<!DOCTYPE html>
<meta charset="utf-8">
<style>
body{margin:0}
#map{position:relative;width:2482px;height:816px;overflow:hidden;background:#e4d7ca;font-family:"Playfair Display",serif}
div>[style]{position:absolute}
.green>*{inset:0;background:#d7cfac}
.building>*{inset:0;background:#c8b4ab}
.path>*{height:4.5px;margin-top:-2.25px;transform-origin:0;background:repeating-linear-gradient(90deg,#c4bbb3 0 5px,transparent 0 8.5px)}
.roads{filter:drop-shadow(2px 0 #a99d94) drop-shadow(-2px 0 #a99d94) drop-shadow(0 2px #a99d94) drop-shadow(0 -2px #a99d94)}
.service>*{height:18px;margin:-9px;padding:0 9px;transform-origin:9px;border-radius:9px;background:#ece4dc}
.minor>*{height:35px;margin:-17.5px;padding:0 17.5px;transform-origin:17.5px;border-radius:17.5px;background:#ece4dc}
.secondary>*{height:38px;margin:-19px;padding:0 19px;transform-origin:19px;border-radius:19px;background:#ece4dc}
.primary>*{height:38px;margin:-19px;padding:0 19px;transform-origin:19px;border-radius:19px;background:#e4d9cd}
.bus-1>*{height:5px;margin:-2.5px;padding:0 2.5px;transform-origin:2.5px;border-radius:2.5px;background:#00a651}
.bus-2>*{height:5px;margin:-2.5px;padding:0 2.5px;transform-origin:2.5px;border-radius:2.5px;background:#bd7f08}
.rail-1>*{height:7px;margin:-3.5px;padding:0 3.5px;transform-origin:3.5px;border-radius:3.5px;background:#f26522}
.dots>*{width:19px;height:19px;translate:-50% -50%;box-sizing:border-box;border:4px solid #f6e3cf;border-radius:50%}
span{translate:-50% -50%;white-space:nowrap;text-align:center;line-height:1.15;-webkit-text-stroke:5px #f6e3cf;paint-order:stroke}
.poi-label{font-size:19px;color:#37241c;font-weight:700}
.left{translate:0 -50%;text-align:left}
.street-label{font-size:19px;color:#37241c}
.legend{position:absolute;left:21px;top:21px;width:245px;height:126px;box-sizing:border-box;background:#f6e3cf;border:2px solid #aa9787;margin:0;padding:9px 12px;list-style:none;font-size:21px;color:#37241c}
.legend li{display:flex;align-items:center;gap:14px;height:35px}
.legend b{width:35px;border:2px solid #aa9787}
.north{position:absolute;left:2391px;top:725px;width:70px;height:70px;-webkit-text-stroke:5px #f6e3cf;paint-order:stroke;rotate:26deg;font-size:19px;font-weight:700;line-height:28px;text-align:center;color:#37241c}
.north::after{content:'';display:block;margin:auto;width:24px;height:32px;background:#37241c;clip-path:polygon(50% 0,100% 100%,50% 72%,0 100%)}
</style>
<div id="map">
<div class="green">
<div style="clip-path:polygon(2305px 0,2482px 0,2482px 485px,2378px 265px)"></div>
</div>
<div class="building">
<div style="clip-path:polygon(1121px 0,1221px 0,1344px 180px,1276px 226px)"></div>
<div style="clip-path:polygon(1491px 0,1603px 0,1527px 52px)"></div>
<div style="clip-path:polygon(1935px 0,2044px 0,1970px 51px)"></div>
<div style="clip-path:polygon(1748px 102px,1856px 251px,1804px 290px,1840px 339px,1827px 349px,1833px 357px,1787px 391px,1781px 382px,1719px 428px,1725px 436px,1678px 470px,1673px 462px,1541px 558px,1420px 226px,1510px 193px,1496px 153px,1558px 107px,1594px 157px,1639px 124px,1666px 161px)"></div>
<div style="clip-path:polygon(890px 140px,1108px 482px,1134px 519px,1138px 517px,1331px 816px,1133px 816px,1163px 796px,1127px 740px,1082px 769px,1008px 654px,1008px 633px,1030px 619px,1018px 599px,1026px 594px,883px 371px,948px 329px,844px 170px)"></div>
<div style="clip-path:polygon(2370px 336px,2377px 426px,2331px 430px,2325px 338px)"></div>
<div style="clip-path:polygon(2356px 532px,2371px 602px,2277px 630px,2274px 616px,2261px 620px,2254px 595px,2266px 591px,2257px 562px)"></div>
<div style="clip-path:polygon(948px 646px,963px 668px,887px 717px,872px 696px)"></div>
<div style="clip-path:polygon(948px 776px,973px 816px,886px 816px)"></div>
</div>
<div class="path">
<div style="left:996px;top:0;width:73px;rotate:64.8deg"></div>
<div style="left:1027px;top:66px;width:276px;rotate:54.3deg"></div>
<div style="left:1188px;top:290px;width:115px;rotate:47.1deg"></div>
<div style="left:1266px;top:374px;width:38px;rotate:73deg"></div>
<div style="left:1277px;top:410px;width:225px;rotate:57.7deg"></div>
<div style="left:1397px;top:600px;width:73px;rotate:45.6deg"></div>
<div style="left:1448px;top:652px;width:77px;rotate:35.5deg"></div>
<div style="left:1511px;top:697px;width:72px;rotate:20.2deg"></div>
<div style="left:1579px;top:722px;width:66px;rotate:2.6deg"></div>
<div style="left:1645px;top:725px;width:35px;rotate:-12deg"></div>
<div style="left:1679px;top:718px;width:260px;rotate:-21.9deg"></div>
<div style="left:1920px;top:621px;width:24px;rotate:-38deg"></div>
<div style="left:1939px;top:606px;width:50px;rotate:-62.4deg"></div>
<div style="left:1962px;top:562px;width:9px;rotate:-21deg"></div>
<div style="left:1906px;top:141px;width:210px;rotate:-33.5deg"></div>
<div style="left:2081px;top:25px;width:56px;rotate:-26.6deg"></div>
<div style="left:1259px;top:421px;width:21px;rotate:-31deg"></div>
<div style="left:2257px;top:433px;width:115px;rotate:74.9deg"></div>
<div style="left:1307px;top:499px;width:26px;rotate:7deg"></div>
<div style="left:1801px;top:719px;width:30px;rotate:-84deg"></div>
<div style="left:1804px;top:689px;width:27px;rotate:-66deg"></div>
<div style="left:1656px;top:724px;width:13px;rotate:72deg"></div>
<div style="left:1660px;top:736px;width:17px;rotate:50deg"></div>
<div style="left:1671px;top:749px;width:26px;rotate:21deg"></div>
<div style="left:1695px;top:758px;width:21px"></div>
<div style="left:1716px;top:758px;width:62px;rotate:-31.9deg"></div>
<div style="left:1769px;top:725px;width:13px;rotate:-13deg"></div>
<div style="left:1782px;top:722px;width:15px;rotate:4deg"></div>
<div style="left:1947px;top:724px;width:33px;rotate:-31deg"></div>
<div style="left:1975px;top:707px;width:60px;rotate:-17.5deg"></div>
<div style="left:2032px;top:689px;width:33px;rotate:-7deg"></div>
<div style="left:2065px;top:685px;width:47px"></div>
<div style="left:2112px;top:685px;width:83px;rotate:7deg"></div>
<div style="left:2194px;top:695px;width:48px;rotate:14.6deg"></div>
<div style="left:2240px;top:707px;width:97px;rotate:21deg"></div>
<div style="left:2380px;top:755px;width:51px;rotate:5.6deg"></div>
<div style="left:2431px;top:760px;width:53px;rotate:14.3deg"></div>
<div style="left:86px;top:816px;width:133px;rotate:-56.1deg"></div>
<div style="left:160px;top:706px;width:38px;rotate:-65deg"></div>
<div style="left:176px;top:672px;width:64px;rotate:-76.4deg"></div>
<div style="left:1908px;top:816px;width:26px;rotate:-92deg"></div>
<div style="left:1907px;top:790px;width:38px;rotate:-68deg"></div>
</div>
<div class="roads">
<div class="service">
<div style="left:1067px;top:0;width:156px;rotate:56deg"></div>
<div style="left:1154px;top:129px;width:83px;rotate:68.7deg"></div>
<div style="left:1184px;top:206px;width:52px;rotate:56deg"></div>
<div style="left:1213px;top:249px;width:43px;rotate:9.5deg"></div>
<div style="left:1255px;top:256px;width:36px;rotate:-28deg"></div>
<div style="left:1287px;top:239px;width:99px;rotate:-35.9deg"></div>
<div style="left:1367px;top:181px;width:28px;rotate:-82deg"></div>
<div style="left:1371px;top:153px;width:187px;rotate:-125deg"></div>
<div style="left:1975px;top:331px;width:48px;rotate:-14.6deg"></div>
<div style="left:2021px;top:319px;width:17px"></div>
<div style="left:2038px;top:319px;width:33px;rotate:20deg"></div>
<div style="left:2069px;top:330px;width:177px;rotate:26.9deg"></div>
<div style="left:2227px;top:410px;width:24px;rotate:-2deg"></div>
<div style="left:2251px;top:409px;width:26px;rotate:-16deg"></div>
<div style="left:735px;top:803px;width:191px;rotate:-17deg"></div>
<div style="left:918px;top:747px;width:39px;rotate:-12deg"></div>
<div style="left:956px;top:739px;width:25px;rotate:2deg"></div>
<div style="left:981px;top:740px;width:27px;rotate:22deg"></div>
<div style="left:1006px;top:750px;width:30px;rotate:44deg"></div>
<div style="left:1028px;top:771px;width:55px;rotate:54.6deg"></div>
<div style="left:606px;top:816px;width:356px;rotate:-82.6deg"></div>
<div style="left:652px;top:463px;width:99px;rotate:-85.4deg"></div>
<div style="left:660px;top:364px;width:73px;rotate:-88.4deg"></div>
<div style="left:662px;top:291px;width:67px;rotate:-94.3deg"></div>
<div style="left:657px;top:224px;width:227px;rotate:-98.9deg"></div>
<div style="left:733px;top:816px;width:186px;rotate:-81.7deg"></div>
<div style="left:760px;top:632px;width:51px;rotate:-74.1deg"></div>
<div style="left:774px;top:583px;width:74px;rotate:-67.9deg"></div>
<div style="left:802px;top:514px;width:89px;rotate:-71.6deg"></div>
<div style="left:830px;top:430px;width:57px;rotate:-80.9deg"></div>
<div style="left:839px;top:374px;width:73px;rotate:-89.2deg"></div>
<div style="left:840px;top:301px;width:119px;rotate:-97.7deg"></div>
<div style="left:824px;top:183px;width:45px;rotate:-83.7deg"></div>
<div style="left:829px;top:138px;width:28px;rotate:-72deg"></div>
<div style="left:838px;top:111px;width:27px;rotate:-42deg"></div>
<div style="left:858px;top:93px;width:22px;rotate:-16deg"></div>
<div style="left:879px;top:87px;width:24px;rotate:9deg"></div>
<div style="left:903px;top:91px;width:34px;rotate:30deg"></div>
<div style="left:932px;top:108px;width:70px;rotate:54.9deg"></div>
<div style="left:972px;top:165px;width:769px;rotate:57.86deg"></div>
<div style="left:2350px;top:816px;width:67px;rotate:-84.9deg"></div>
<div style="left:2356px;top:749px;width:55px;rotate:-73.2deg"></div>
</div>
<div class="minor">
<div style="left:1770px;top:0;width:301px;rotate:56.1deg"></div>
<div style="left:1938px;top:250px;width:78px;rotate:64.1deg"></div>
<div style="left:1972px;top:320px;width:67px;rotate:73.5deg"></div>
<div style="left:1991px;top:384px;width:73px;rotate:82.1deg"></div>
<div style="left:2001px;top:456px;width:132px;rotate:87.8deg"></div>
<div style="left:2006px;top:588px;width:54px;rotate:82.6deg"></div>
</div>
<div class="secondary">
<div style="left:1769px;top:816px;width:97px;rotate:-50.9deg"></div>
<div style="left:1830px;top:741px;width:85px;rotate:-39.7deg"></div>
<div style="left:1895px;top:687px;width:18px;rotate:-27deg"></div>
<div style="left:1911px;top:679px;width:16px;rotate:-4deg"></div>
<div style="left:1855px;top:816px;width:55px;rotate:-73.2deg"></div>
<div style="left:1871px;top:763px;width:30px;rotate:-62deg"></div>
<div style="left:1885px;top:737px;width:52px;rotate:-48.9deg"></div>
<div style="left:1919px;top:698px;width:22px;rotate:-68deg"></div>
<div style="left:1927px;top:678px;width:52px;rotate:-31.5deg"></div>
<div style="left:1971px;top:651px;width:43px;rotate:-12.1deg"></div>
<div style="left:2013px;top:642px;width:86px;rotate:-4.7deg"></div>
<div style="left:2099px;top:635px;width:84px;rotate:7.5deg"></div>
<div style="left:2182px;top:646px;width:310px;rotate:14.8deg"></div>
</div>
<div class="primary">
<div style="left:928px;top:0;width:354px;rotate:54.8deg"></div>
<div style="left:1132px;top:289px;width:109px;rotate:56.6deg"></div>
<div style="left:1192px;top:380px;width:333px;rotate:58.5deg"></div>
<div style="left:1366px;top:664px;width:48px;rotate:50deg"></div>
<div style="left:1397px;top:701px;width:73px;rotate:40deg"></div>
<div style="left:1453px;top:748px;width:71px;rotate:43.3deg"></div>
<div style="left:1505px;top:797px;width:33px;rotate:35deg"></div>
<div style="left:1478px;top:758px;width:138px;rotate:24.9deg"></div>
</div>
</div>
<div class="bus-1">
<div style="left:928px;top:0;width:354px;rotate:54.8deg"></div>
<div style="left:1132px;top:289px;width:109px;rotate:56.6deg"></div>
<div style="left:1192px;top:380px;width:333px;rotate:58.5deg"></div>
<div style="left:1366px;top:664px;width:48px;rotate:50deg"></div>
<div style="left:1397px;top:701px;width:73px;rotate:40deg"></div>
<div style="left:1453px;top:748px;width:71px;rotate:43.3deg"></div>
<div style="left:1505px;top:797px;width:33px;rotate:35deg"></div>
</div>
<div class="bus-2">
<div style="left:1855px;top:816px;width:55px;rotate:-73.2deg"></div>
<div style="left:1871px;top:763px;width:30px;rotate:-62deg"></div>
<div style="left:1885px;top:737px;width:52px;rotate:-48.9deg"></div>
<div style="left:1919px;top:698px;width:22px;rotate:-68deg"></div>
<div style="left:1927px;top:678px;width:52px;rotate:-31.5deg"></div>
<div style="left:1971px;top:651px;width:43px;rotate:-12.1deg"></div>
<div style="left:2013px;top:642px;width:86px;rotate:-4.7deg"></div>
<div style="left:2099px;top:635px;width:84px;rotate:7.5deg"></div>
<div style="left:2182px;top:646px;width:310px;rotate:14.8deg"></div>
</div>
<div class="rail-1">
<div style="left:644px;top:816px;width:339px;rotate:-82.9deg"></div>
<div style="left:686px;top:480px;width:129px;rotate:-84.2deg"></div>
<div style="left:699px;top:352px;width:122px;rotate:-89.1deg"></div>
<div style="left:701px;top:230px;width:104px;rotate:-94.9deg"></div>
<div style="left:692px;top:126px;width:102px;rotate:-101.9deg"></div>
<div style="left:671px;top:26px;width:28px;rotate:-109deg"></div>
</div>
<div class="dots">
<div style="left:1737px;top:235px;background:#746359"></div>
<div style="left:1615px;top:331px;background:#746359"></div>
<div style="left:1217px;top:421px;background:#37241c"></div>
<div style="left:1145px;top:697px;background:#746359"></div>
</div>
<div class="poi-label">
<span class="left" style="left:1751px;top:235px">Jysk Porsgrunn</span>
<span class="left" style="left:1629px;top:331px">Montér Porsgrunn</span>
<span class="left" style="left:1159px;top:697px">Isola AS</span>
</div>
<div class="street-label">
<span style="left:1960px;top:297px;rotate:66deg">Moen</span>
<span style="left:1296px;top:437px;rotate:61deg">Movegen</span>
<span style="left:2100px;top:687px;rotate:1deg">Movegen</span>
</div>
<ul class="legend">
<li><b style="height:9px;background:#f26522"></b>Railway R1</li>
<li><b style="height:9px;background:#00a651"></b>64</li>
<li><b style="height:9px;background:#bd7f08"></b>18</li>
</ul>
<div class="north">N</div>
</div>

________________________

What the exercise asks:
Which lines in the listing have the string "service"? Pick them out and copy them.

Written reply:
.service>*{height:18px;margin:-9px;padding:0 9px;transform-origin:9px;border-radius:9px;background:#ece4dc}
<div class="service">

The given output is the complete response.